The state’s Hispanic population, meanwhile, was twice that of Ohio in 2006, percentage-wise. It has also
over the past several years, which could give Clinton yet another boost. But that demographic doesn’t break down neatly, given that many of the state’s Latinos are
. Obama did better than expected among Latinos in Arizona and New Mexico—Pennsylvania's might drift toward him as well.
What do the neighbors think? It’s instructive to look at how counties that border Pennsylvania voted in this year’s primaries. Pennsylvania borders six states —three of them went for Clinton (Ohio, New York, New Jersey), two of them swung toward Obama (Maryland, Delaware) and one of them (West Virginia) doesn’t vote till May.
In New York, the southwest counties that border Pennsylvania went overwhelmingly for Clinton, mostly by a margin of 30 points. You see similar results in the counties along Ohio’s eastern border.

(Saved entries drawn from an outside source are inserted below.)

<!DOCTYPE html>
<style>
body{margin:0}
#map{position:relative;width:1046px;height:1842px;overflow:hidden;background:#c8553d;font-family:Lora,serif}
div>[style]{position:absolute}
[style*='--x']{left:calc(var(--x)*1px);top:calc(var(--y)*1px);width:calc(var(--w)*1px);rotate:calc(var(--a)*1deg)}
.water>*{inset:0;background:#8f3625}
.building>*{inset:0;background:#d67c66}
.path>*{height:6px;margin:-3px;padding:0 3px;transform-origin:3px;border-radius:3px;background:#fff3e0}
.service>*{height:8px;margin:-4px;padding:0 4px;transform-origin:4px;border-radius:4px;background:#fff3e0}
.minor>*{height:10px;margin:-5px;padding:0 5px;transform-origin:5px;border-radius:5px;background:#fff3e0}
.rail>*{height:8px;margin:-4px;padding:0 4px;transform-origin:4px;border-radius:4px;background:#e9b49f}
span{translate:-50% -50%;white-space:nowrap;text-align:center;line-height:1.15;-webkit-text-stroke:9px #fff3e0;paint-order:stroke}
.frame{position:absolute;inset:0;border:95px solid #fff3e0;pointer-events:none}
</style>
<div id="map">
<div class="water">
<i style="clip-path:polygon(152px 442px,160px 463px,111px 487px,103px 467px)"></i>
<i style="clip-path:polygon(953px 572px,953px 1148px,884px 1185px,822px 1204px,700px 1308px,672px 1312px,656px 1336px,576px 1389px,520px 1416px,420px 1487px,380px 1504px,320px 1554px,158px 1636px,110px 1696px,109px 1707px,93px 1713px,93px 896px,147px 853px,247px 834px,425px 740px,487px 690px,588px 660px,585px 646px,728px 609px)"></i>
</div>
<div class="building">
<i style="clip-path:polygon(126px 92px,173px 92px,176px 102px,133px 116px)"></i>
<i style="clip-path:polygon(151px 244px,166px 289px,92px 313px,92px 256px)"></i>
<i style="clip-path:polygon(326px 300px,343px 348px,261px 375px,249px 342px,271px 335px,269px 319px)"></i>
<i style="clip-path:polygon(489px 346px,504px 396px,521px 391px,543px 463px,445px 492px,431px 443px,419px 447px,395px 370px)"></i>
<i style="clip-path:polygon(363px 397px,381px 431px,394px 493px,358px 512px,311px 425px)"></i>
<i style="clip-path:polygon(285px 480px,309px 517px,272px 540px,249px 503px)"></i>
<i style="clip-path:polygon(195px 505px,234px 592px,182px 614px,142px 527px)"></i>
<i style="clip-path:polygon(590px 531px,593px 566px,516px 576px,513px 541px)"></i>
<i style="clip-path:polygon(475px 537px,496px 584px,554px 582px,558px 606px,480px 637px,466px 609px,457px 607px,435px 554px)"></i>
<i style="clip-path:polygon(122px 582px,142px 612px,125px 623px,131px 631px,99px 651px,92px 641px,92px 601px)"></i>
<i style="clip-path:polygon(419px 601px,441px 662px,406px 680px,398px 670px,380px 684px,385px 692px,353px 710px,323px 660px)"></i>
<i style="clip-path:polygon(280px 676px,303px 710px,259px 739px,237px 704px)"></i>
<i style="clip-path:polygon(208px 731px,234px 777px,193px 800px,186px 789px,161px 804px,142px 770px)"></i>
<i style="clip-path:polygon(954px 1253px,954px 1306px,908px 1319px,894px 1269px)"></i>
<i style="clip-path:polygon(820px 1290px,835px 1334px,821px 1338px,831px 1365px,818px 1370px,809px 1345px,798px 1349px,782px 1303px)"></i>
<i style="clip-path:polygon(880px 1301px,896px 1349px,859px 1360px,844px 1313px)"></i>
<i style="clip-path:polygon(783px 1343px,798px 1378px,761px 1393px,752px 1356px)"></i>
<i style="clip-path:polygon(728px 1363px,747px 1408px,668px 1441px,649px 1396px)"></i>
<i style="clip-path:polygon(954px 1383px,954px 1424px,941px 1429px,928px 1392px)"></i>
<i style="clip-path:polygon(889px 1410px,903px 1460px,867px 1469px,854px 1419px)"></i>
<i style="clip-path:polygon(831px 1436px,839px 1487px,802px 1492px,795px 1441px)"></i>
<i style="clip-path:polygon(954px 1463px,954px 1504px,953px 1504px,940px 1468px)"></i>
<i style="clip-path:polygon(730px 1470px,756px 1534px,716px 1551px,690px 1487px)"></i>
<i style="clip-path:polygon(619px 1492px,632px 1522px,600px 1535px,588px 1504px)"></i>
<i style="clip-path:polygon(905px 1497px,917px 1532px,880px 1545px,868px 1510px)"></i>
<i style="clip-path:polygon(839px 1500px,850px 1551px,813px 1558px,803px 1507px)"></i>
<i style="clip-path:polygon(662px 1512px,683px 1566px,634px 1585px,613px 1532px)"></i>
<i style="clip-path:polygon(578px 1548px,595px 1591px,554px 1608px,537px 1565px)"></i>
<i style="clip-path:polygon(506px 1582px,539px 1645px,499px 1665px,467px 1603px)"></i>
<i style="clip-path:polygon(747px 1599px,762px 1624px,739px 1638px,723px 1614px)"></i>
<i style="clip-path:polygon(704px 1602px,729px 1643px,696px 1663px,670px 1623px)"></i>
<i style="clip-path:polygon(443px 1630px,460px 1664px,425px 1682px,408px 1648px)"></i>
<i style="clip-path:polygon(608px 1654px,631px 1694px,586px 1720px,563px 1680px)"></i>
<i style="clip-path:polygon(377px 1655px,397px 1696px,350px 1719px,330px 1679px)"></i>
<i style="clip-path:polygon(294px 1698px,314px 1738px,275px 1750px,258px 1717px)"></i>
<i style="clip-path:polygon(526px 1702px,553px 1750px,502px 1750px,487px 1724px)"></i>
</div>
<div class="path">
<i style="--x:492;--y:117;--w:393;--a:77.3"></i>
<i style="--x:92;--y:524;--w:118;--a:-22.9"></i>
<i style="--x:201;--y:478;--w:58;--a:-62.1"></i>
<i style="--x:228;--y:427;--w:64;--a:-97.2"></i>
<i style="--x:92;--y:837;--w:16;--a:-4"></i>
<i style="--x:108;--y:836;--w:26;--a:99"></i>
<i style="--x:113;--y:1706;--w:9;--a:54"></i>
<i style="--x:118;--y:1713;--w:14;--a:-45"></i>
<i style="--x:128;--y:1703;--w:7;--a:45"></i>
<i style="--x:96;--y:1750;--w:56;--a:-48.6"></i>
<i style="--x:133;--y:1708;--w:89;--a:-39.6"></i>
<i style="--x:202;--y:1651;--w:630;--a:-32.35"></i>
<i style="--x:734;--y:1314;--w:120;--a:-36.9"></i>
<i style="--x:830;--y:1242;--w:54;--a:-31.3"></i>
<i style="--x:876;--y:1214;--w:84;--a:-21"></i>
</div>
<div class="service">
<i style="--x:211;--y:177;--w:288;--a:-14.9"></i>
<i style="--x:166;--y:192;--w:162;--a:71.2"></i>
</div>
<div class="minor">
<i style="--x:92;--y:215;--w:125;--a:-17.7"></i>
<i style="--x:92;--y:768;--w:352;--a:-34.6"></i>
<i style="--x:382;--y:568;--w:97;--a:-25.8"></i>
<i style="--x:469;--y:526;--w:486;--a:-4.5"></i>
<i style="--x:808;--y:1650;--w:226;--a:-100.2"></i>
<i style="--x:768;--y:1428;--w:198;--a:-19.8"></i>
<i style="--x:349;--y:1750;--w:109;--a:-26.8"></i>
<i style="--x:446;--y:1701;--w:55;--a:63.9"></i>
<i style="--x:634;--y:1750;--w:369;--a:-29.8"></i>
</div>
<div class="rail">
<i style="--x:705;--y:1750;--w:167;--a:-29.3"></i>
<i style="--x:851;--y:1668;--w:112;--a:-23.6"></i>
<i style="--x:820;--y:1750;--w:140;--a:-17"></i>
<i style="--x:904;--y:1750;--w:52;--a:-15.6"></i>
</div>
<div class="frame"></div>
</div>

The results are more mixed in New Jersey. Sussex County in the north and Gloucester County in the south swung for Hillary. But when you look at the swath of counties surrounding Philadelphia (Hunterdon, Mercer, Somerset), those areas voted for Obama. Like Jersey, Maryland’s border is ambivalent. The western panhandle favored Clinton, but, further east, Frederick and Baltimore counties favored Obama. That said, Baltimore’s influence isn’t likely to carry over into Pennsylvania.
Overall, if bordering counties are any indicator, Clinton is the clear fave.
The system. Pennsylvania holds a closed primary, meaning that Obama won’t benefit from the votes of independents and Republicans who might otherwise vote in the GOP race. This helps Clinton, given her strength among party faithful . Also, Pennsylvania doesn’t have any of that caucus nonsense .
Endorsement watch. Clinton has 13 of the state’s superdelegates, compared to Obama’s four, with nine still undecided. Among them, Clinton won the endorsement of Pennsylvania’s governor, Ed Rendell, who, while perhaps not the state’s most important endorser, is certainly the loudest. Six weeks is a long time, during which he could also stick his foot in his mouth, as he did when he told the editorial board of the Pittsburgh Post-Gazette that white people wouldn’t vote for a black person . And while Obama is strong in cities, Philadelphia mayor Michael Nutter endorsed Clinton back in December.